How to Reach the ‘Hard to Reach’ Communities During Disasters
As Hurricane Sandy ripped through New England, thousands were without power, heat, or water in the cold. Disasters can devastate anyone, but the impact on individuals with special needs can be catastrophic. While the Government, Non-Government organizations (NGOs), and the private sector are communicating with vulnerable populations better than ever before, this is where the Government can have a significant impact on those who need it most.
Senior citizens. Children. Institutionalized. Pregnant. Disabled. Drug Dependent.
These individuals need the most help in disasters.
Government agencies and NGOs continue to tackle this complex challenge. To help these individuals, it is important to understand and identify barriers, and look for innovative ways to fill in those gaps.
According to a 2009 article in American Journal of Public Health, communications must “successfully instruct, inform, and motivate appropriate self-protective behavior, update risk information, build trust in officials, and dispel rumors.”
Effective communications can increase trust, awareness, understanding, and responsiveness. Here are some suggestions:
- Establish trust. Some prefer information from within their communities than from outside sources
- Tailor language to cultural values (e.g., messages to senior citizens are significantly different than to parents)
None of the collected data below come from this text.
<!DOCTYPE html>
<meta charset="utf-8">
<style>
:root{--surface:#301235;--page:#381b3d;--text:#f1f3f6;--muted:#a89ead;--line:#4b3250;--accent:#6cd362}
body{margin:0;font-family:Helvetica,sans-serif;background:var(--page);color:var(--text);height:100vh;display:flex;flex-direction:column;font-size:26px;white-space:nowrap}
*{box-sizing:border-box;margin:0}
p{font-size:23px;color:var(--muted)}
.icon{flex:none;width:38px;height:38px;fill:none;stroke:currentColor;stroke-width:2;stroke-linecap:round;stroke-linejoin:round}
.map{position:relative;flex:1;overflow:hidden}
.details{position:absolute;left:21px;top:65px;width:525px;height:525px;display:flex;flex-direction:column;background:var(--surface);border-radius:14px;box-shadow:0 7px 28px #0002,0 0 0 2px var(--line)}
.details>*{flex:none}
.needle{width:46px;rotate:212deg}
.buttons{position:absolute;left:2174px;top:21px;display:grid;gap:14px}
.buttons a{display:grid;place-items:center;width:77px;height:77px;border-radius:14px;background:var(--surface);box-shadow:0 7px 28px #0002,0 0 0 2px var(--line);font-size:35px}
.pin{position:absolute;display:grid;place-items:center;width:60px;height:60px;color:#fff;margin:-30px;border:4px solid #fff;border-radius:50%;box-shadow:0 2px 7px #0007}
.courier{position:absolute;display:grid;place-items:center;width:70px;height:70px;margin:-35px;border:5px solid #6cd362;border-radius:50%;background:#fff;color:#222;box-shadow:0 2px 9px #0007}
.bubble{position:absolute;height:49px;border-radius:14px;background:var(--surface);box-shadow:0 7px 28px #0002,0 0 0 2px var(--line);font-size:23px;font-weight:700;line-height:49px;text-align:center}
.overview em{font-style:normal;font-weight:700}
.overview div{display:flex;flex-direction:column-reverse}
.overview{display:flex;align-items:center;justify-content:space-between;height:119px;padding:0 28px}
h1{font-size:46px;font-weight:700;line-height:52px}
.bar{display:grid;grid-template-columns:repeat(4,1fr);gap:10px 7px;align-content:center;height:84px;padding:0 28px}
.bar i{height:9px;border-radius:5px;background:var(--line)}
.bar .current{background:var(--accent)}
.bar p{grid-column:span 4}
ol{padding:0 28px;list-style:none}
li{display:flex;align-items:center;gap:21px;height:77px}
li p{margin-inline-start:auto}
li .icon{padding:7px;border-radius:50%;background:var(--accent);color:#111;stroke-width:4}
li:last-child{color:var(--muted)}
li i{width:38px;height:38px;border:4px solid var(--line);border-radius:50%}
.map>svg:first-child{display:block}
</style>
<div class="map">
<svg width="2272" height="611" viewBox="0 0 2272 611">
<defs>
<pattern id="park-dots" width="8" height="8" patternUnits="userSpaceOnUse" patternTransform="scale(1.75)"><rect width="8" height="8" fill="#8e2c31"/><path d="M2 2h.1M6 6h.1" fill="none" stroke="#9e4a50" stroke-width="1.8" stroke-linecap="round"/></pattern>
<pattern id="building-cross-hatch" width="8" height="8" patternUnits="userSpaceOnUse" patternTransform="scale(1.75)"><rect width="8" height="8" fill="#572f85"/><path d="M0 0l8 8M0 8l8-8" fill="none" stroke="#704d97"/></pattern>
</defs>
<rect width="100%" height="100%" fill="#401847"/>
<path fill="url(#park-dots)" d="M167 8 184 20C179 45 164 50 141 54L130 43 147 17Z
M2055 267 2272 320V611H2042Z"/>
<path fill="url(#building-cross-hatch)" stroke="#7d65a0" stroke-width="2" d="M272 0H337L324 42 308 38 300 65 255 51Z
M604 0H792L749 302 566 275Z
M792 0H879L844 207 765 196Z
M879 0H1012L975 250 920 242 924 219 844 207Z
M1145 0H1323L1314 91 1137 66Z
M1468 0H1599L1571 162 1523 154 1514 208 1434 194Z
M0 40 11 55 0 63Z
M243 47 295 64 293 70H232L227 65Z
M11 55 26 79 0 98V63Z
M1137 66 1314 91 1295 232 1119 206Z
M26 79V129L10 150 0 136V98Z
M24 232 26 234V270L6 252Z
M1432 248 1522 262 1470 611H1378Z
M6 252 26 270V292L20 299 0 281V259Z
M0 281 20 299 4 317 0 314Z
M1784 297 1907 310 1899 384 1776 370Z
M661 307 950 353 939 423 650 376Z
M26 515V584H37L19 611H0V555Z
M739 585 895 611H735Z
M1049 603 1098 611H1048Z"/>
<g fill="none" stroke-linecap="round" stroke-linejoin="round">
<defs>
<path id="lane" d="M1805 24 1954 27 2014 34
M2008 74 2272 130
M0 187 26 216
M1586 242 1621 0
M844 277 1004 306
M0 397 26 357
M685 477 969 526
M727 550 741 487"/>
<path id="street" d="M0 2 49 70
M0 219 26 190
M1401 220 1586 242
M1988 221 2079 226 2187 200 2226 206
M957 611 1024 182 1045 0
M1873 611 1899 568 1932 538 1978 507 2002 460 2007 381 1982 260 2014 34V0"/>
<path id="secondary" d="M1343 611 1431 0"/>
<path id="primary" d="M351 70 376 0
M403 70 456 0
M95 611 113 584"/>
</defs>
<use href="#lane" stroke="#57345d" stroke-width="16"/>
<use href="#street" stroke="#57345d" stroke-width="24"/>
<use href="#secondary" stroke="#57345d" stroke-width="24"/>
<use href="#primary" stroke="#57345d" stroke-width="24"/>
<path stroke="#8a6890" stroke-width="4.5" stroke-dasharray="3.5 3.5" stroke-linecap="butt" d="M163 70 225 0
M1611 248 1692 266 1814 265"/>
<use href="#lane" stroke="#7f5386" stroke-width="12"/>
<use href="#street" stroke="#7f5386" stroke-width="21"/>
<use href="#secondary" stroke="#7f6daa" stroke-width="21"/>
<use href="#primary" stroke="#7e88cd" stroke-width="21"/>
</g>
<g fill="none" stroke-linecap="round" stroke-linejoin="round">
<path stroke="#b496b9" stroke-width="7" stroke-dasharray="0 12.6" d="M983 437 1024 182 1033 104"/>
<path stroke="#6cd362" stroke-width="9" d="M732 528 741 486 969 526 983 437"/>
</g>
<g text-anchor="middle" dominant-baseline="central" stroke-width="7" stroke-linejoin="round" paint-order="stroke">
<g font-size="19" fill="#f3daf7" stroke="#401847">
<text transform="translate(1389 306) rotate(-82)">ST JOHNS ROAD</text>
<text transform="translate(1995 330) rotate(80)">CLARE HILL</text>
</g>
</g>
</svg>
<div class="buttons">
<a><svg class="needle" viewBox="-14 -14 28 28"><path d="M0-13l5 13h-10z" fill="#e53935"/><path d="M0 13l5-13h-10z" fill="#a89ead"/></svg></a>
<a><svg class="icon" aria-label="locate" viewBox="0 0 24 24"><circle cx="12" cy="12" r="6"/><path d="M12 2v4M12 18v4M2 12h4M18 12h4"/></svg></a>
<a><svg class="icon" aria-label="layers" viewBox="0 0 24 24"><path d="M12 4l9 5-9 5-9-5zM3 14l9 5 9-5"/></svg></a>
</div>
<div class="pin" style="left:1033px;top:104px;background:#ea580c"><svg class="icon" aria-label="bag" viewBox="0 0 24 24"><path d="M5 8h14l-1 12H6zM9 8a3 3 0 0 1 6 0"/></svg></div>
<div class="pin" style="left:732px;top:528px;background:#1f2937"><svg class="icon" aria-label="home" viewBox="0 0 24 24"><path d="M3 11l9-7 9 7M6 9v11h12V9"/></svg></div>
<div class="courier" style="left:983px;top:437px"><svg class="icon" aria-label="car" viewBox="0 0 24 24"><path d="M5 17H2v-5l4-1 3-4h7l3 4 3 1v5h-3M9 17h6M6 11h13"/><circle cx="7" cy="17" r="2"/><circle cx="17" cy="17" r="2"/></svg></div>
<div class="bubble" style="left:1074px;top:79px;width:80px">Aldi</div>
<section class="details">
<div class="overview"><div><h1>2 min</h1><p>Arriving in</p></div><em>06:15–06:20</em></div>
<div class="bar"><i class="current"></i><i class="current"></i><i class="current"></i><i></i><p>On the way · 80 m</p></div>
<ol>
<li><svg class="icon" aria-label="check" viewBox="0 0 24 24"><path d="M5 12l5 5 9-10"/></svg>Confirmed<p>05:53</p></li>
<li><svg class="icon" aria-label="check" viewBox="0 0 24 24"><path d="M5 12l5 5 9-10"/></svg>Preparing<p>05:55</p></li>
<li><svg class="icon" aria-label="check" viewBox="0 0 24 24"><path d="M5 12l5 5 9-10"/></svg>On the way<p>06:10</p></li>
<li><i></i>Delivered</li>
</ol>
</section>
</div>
- Engage community organizations that regularly work with 'hard to reach' groups. Involve trusted community members to deliver messages
- Use different organizations (e.g., hospitals, schools, assisted living centers, credible companies or charities) to relay communications to the group they serve
- Provide clear, consistent, and positive messages
Applying these suggestions, Government officials and other involved organizations will enhance existing emergency preparedness and response plans, while building national community resiliency!